§ Description of the task
Look through the entries below and count every line in which "heart" appears; reply with the number only.

# # # # #

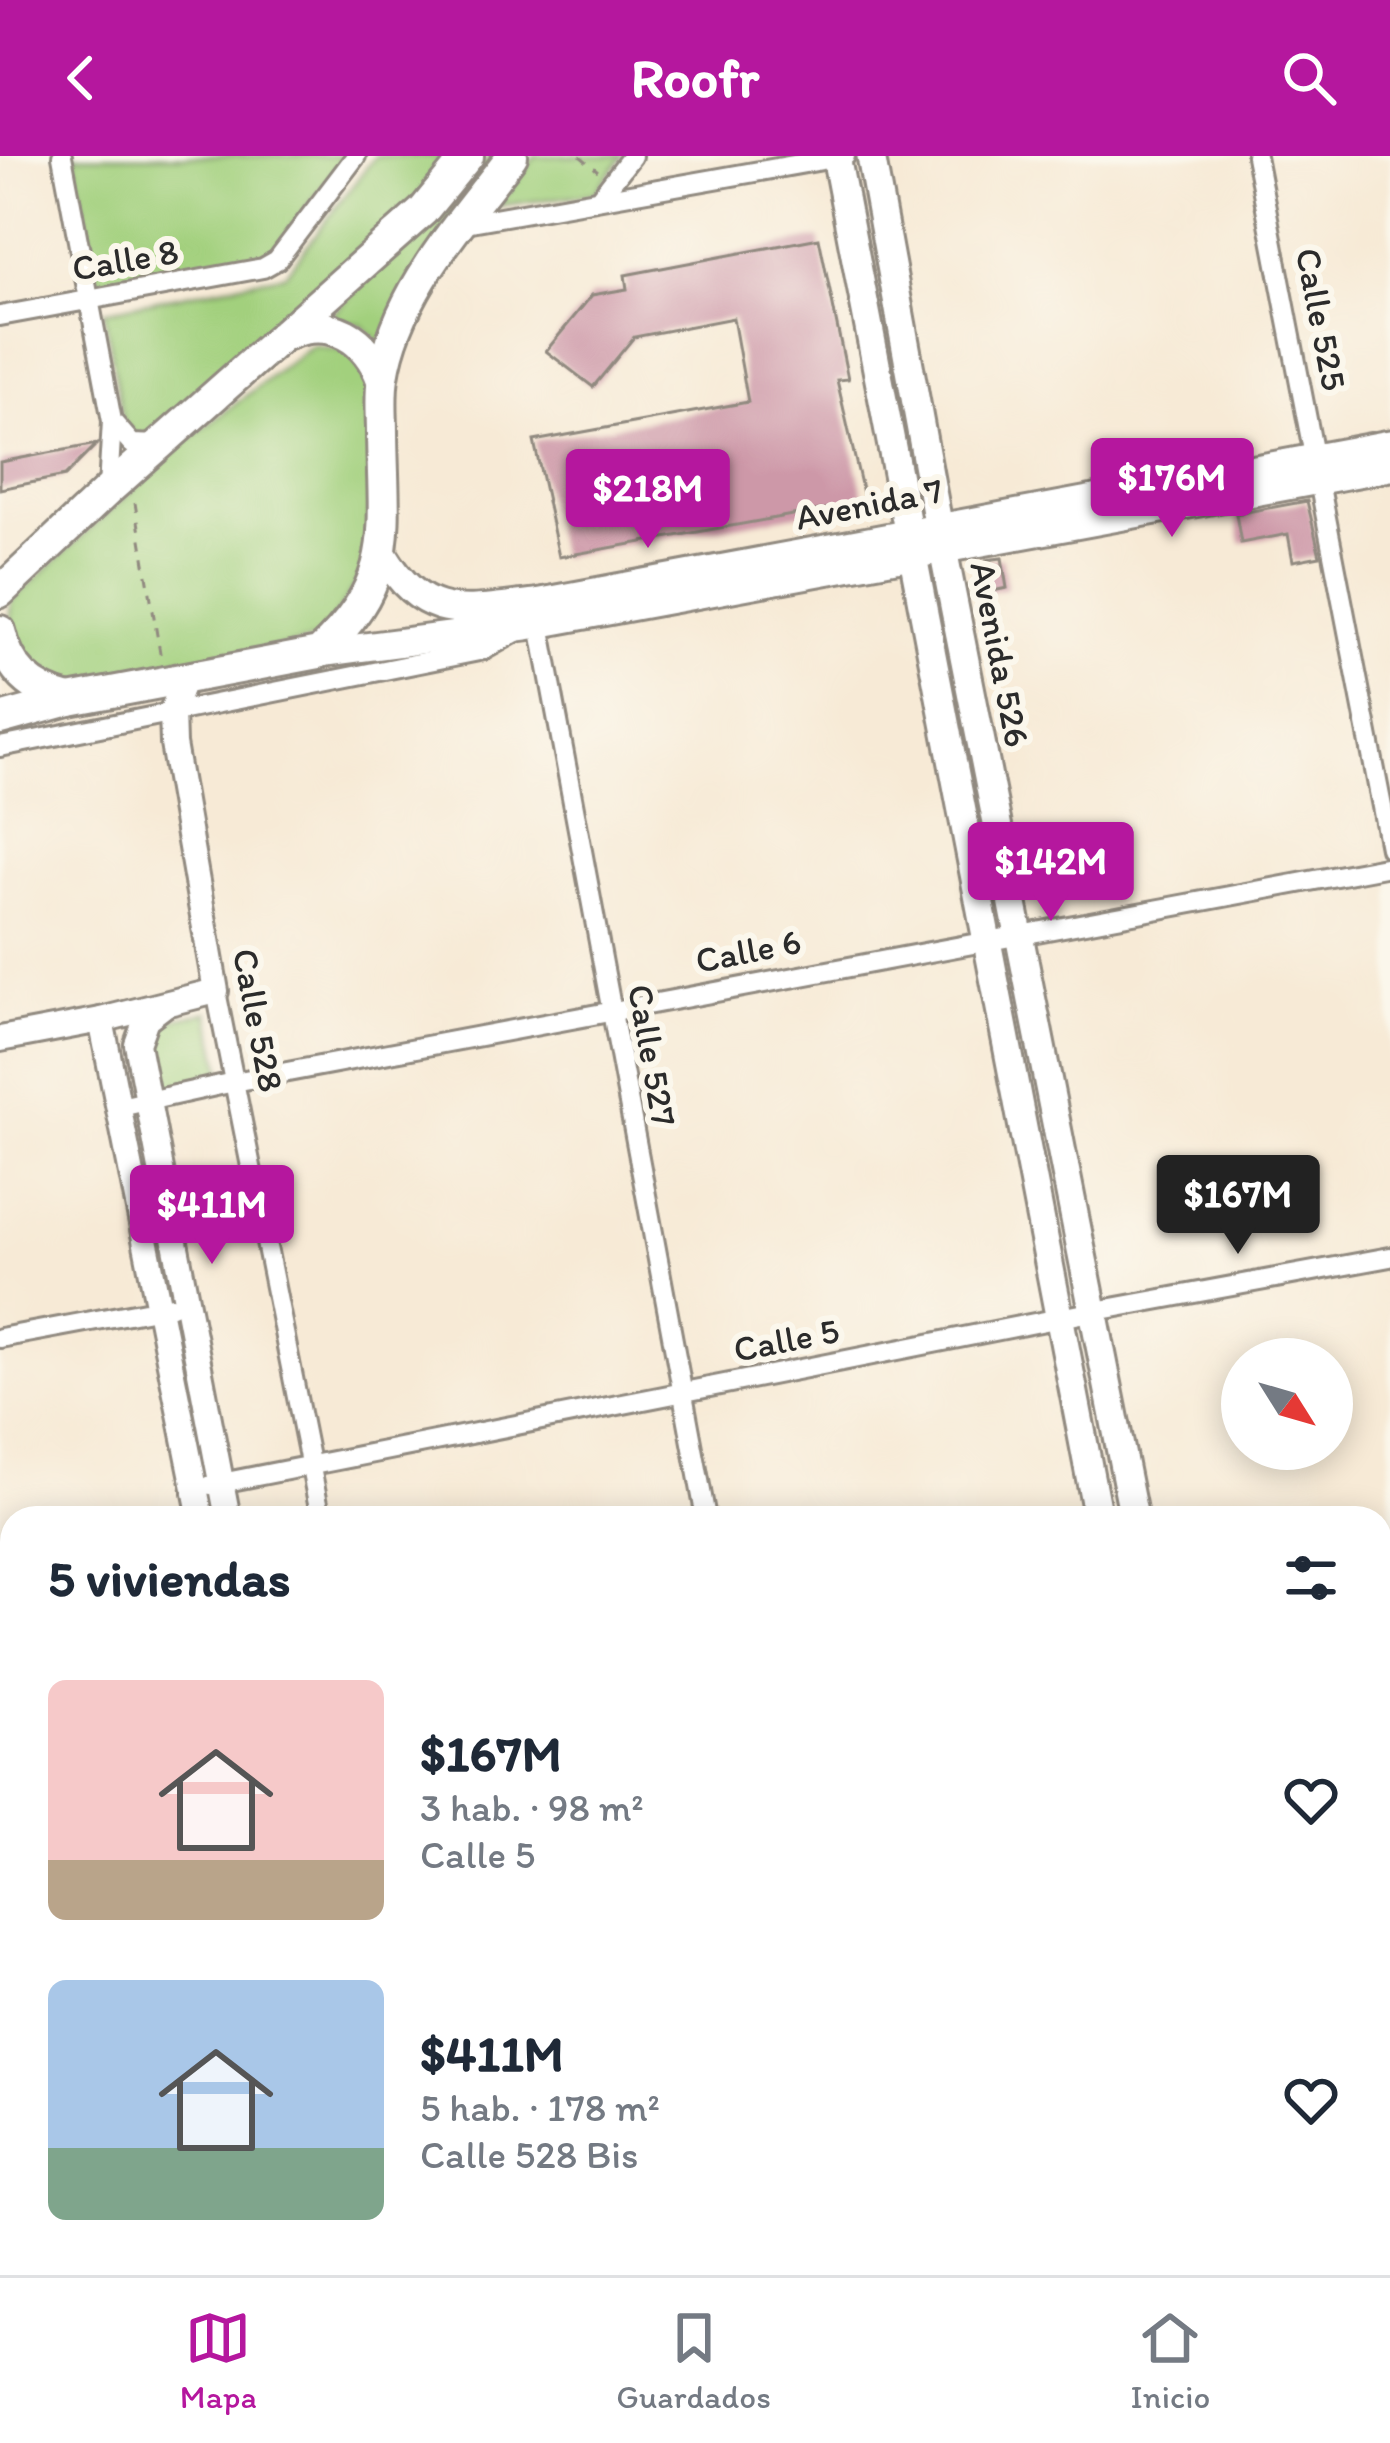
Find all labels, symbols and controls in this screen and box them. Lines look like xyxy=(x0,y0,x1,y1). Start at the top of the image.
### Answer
icon: back xyxy=(48,45,114,111)
icon: search xyxy=(1276,45,1342,111)
text: Roofr xyxy=(631,46,759,111)
street label: Calle 8 xyxy=(69,229,182,290)
street label: Calle 525 xyxy=(1287,244,1356,394)
pin: $176M xyxy=(1088,438,1256,540)
pin: $218M xyxy=(564,449,732,551)
text: $176M xyxy=(1118,453,1226,500)
text: $218M xyxy=(593,464,703,511)
street label: Avenida 7 xyxy=(792,468,946,539)
street label: Avenida 526 xyxy=(961,558,1040,750)
pin: $142M xyxy=(967,822,1135,924)
text: $142M xyxy=(995,837,1107,884)
street label: Calle 6 xyxy=(692,919,804,982)
street label: Calle 528 xyxy=(224,945,293,1095)
street label: Calle 527 xyxy=(619,981,686,1129)
pin: $167M xyxy=(1154,1155,1322,1257)
pin: $411M xyxy=(128,1165,296,1267)
text: $167M xyxy=(1184,1170,1292,1217)
text: $411M xyxy=(157,1180,267,1227)
street label: Calle 5 xyxy=(730,1308,842,1371)
north arrow xyxy=(1221,1338,1353,1470)
map controls xyxy=(1221,1338,1353,1470)
icon: filters xyxy=(1278,1545,1344,1611)
text: 5 viviendas xyxy=(48,1548,291,1609)
text: $167M xyxy=(420,1723,562,1784)
icon: home xyxy=(144,1728,288,1872)
icon: heart xyxy=(1278,1767,1344,1833)
text: 3 hab. · 98 m² xyxy=(420,1784,644,1831)
text: Calle 5 xyxy=(420,1831,535,1878)
text: $411M xyxy=(420,2023,564,2084)
icon: home xyxy=(144,2028,288,2172)
icon: heart xyxy=(1278,2067,1344,2133)
text: 5 hab. · 178 m² xyxy=(420,2084,660,2131)
text: Calle 528 Bis xyxy=(420,2131,638,2178)
tab: Mapa xyxy=(180,2305,257,2416)
tab: Guardados xyxy=(616,2305,771,2416)
tab: Inicio xyxy=(1131,2305,1210,2416)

# # # # #

§ Response below
2